------ SUPPLIED ENTRIES

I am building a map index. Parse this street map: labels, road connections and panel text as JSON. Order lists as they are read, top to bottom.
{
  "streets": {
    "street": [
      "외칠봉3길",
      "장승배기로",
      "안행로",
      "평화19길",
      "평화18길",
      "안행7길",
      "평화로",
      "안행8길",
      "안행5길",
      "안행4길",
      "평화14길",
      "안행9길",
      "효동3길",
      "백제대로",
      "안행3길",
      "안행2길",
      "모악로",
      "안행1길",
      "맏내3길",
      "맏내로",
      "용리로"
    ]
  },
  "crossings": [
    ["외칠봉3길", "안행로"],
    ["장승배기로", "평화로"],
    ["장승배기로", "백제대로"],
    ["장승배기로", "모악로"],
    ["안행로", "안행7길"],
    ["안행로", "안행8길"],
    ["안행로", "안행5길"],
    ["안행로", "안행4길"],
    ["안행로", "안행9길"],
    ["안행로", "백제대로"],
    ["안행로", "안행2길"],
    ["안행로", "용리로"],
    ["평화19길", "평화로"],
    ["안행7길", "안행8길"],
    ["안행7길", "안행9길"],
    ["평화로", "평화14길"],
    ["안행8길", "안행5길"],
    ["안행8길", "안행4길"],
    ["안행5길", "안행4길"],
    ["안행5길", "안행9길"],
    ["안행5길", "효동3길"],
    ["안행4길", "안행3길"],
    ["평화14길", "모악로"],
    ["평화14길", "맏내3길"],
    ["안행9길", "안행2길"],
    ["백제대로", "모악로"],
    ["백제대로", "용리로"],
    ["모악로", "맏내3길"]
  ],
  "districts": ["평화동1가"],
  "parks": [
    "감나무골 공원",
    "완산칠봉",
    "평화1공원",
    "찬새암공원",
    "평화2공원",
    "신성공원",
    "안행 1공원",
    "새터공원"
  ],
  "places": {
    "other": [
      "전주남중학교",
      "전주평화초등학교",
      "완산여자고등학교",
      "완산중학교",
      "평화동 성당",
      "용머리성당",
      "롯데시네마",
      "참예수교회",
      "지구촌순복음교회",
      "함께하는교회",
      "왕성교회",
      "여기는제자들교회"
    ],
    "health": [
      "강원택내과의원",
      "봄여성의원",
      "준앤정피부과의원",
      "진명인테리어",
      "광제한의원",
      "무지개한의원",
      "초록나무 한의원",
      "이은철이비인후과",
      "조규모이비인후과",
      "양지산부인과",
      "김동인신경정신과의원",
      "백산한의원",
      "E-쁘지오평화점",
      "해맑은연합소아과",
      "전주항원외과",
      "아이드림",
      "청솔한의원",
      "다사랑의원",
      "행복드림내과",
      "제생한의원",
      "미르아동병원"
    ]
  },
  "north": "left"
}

------------

* TASK PROMPT *
The lines holding the word "백제대로" are the answer. Find them in the entries and copy them.

* RESPONSE TO THIS TASK *
      "백제대로",
    ["장승배기로", "백제대로"],
    ["안행로", "백제대로"],
    ["백제대로", "모악로"],
    ["백제대로", "용리로"],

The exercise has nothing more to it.